Joseph Benjamin Wilder was born to Curtis and the former Augustine Brown Wilder on Feb. 22, 1922, in Colwyn, Pa., outside Philadelphia. He came from a family of musicians, and chose the trumpet over the bass, which both his father and his older brother, Curtis Jr., played professionally.
He was a regular on “Parisian Tailors’ Colored Kiddies of the Air,” a weekly Philadelphia radio show that featured young black musicians, backed by all-star big bands led by Duke Ellington, Louis Armstrong and other stars. The show was broadcast live on Sundays, when jazz bands were prevented by Pennsylvania law from playing in public. (Reflecting the de facto segregation in the music industry at the time, another Philadelphia radio show featured only young white musicians.)

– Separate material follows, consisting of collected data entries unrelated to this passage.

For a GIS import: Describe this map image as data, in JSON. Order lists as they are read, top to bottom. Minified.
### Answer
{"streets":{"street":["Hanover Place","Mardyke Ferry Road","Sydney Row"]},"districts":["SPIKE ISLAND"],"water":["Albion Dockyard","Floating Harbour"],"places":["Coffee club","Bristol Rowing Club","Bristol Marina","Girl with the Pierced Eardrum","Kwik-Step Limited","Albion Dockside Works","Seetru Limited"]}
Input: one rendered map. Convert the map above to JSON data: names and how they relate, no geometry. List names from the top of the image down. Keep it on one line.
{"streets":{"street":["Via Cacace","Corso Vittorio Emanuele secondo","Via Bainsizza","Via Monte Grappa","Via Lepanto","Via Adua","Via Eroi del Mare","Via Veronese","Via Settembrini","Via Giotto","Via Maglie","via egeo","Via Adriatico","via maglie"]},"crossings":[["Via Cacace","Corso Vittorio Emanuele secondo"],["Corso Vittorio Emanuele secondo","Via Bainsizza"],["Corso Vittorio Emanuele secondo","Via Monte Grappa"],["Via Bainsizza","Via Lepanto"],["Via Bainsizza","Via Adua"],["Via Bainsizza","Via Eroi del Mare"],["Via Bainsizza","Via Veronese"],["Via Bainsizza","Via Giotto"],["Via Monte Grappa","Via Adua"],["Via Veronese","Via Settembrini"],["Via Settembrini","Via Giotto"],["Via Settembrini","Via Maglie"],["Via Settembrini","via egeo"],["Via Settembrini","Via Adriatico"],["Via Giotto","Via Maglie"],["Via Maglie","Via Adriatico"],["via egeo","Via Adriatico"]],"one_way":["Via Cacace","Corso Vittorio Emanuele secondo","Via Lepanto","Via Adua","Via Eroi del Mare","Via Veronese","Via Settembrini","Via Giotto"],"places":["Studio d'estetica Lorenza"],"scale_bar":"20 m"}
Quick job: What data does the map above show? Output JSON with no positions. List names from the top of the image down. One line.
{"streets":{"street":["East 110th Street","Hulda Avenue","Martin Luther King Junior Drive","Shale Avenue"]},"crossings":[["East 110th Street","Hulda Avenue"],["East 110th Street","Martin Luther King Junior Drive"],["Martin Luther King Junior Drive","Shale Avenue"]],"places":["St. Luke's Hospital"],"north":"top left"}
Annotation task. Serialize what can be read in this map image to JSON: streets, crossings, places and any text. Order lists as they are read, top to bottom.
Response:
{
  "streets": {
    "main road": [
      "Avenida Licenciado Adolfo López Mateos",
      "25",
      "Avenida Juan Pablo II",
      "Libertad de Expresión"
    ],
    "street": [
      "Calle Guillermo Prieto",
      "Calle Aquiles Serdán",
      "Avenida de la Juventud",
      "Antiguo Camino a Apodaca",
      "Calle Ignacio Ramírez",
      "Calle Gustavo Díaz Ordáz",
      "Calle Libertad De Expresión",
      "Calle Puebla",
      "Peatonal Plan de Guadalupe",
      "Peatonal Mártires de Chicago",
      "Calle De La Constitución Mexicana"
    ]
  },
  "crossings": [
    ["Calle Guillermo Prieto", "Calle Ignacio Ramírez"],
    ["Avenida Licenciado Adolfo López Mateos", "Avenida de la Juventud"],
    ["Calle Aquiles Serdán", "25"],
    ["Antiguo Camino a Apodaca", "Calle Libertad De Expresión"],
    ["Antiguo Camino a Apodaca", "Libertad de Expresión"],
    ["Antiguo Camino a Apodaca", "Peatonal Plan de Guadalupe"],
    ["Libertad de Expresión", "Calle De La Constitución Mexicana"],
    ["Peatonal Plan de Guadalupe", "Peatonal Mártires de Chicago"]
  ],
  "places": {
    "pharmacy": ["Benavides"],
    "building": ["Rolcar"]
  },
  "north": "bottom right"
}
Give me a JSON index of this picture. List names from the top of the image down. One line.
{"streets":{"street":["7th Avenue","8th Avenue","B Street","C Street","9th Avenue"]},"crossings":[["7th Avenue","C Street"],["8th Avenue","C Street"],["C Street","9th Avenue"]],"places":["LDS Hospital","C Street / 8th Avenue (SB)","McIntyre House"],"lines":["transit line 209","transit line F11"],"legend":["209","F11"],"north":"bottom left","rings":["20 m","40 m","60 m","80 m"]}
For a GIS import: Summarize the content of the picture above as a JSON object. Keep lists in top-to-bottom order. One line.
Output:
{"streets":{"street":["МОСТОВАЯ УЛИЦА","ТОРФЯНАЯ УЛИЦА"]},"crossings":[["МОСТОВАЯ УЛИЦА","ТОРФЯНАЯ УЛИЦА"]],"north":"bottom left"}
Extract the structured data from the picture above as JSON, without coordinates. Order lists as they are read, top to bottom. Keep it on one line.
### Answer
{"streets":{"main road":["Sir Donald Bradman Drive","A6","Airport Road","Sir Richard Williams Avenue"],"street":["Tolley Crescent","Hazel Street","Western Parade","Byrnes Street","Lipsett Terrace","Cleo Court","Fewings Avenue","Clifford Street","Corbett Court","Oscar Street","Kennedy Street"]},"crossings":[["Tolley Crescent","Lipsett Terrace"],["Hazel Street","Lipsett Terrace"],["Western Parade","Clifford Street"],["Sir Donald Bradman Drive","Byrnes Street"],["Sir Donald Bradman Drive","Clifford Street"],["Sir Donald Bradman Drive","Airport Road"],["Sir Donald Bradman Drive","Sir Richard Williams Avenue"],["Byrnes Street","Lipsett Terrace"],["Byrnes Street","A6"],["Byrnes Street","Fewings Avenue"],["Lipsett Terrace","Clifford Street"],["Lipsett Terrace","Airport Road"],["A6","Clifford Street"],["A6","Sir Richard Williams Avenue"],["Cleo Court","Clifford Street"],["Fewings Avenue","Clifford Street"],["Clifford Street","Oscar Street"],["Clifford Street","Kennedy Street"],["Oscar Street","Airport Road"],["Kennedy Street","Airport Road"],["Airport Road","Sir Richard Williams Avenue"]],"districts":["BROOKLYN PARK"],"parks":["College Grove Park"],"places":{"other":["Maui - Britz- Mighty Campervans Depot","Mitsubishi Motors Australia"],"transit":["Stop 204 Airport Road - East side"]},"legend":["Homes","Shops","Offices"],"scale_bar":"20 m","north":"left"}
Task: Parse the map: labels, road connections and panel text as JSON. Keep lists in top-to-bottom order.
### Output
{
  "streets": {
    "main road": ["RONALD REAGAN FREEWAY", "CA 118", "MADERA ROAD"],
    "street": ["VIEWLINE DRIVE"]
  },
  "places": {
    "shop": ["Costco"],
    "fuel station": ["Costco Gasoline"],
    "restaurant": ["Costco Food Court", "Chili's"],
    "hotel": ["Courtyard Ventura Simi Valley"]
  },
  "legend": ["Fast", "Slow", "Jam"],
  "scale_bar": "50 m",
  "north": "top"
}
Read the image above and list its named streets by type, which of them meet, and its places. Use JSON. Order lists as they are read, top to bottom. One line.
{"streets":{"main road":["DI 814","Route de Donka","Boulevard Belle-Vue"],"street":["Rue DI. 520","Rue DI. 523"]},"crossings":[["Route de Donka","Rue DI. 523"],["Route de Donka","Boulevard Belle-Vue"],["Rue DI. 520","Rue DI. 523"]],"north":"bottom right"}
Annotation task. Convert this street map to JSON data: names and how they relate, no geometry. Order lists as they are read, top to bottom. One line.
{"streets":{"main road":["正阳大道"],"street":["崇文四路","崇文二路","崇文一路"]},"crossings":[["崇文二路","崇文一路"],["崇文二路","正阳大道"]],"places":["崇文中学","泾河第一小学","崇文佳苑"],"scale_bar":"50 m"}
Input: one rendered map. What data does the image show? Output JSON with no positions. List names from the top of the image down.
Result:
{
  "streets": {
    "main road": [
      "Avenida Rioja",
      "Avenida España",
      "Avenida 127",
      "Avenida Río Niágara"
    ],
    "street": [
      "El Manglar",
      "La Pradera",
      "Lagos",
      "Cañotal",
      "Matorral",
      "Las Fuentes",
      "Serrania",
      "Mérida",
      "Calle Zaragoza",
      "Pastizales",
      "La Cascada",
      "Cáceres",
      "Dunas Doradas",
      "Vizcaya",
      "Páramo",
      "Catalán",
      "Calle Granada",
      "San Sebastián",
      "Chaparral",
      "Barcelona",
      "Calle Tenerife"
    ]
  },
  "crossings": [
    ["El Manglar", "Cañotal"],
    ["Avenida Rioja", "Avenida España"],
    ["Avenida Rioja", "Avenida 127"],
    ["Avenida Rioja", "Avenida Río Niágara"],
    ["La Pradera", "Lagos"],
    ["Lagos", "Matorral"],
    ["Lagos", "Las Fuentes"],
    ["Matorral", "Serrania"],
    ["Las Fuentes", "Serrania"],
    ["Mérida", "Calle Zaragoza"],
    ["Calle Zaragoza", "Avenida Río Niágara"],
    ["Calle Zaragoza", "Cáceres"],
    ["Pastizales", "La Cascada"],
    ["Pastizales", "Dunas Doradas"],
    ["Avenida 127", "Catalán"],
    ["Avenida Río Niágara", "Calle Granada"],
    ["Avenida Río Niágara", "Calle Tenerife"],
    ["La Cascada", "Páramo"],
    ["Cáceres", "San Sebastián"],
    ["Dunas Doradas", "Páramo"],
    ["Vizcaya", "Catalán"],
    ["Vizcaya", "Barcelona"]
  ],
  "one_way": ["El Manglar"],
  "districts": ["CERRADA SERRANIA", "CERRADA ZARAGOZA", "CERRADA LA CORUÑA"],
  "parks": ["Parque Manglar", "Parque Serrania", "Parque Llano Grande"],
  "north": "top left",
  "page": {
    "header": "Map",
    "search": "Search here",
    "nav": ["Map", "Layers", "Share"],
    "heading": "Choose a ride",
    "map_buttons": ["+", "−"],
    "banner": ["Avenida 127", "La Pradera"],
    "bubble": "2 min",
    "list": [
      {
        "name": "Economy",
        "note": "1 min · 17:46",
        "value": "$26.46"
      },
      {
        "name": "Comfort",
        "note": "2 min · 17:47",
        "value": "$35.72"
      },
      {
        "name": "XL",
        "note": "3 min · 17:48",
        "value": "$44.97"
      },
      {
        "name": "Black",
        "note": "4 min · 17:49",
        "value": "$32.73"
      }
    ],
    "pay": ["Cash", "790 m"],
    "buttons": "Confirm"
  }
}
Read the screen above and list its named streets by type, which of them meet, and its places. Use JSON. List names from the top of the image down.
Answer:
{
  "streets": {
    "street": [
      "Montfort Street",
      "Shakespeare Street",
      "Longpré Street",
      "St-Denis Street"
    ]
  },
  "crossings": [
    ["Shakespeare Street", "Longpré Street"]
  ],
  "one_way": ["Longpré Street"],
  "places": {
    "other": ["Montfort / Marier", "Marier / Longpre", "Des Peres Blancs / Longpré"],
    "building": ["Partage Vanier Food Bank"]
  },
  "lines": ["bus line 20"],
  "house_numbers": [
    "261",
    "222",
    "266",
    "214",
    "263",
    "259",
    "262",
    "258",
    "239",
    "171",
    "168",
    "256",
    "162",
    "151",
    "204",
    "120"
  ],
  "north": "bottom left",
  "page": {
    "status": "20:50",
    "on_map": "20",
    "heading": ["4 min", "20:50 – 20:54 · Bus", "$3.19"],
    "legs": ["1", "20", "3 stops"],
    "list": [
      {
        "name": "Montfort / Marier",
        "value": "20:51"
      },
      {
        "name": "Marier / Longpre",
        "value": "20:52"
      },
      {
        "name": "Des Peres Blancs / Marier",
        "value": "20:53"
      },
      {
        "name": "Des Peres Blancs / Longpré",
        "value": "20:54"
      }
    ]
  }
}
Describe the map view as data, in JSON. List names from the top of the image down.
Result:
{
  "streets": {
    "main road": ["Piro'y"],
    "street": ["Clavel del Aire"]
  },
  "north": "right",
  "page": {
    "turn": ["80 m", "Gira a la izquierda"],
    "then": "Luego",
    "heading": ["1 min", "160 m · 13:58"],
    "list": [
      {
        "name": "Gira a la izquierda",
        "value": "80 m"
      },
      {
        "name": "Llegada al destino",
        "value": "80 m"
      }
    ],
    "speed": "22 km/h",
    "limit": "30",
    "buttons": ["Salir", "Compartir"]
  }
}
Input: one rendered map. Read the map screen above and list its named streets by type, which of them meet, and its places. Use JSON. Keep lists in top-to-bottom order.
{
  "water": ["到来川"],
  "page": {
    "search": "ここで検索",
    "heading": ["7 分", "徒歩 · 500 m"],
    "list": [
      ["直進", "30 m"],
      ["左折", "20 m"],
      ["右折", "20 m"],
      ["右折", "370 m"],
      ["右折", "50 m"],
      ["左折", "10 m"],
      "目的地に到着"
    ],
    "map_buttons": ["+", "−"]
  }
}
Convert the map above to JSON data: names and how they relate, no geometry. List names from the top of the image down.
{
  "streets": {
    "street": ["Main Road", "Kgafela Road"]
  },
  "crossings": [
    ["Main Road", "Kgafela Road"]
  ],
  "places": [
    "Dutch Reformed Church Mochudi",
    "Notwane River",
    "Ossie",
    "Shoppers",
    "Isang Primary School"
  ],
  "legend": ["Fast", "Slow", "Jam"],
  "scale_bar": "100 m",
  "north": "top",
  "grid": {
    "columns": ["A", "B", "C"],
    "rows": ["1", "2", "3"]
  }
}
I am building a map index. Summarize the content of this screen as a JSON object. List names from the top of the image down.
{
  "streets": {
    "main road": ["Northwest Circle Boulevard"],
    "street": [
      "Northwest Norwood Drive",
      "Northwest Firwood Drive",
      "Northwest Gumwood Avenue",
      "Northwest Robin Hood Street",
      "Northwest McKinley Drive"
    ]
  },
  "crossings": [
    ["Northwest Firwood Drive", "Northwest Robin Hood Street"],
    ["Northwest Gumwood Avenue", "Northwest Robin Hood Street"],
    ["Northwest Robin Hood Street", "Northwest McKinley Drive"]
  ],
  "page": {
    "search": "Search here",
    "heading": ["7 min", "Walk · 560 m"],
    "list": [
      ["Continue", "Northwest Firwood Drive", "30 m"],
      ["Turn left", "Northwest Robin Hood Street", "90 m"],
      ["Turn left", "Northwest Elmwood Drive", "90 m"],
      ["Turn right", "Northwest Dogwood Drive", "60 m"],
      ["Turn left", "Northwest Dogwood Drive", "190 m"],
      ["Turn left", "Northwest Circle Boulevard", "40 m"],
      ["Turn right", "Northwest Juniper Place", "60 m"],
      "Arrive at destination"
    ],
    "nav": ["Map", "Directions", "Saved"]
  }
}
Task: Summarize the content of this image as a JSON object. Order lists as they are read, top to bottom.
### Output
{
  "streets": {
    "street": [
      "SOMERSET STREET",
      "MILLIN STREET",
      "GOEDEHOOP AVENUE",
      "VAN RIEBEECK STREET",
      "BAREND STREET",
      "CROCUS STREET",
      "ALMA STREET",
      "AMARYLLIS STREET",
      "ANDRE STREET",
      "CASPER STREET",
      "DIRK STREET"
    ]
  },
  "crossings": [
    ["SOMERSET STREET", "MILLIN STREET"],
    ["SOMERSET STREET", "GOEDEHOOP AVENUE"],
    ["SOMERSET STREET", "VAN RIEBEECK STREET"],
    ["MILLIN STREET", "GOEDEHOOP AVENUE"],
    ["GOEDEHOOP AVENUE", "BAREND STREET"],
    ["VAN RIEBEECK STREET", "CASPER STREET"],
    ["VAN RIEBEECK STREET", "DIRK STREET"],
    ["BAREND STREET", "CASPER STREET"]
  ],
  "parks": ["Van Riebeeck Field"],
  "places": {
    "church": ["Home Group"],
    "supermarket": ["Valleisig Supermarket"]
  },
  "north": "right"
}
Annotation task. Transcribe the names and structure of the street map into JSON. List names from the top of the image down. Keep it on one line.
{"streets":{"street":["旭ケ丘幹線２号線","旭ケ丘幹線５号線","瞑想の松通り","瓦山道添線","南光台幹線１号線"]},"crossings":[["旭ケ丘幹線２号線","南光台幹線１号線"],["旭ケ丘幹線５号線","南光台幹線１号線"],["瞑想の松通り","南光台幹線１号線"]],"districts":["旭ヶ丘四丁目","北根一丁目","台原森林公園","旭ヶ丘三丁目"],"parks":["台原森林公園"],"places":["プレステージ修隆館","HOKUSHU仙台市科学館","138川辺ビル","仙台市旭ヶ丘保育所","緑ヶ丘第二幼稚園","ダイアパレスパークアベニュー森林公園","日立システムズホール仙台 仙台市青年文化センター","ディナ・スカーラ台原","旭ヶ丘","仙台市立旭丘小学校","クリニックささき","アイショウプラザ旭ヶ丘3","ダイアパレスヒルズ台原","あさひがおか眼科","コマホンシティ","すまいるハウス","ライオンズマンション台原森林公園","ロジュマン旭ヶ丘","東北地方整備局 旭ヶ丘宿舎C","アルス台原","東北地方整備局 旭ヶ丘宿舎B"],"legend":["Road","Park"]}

Mr. Wilder attended Mastbaum Technical High School, which was known for its strong music program but, like most programs at the time, did not teach jazz. After graduation he joined Les Hite’s big band as the first trumpet in a section that also included Dizzy Gillespie.
He worked with Lionel Hampton before serving in the Marines for three years during World War II, and rejoined him in 1946 after his discharge. He went on to work with Gillespie and others before migrating first to Broadway and then to ABC in the 1950s.
Mr. Wilder lived in Manhattan. In addition to his daughter Elin, survivors include his wife, Solveig; two other daughters, Solveig Wilder and Inga-Kerstin Wilder; a son, Joseph Jr., from a previous marriage; and six grandchildren.
Mr. Wilder did eventually achieve his goal of performing in a classical ensemble. After returning to the Manhattan School of Music and belatedly earning a bachelor’s degree, he performed occasionally with the New York Philharmonic in the 1960s.
But he was content to be a sideman for most of his career. He released only a handful of albums as a leader, among them “Wilder ’n’ Wilder” (1956), “The Pretty Sound of Joe Wilder” (1959) and “Among Friends” (2003). A week at the Village Vanguard in 2006, timed to coincide with his 84th birthday, was his first New York engagement at the helm of his own group.
In 2008 Mr. Wilder was named a Jazz Master by the National Endowment for the Arts, the nation’s highest honor for a jazz musician.
Mr. Wilder was often called “the gentleman” by fellow musicians, who respected both his musicianship and his generous, self-effacing demeanor. “He was trustworthy and honorable, and he would never curse,” his fellow trumpeter Warren Vaché remembered. “I once offered to pay him to say ‘damn it,’ and he wouldn’t take the money.”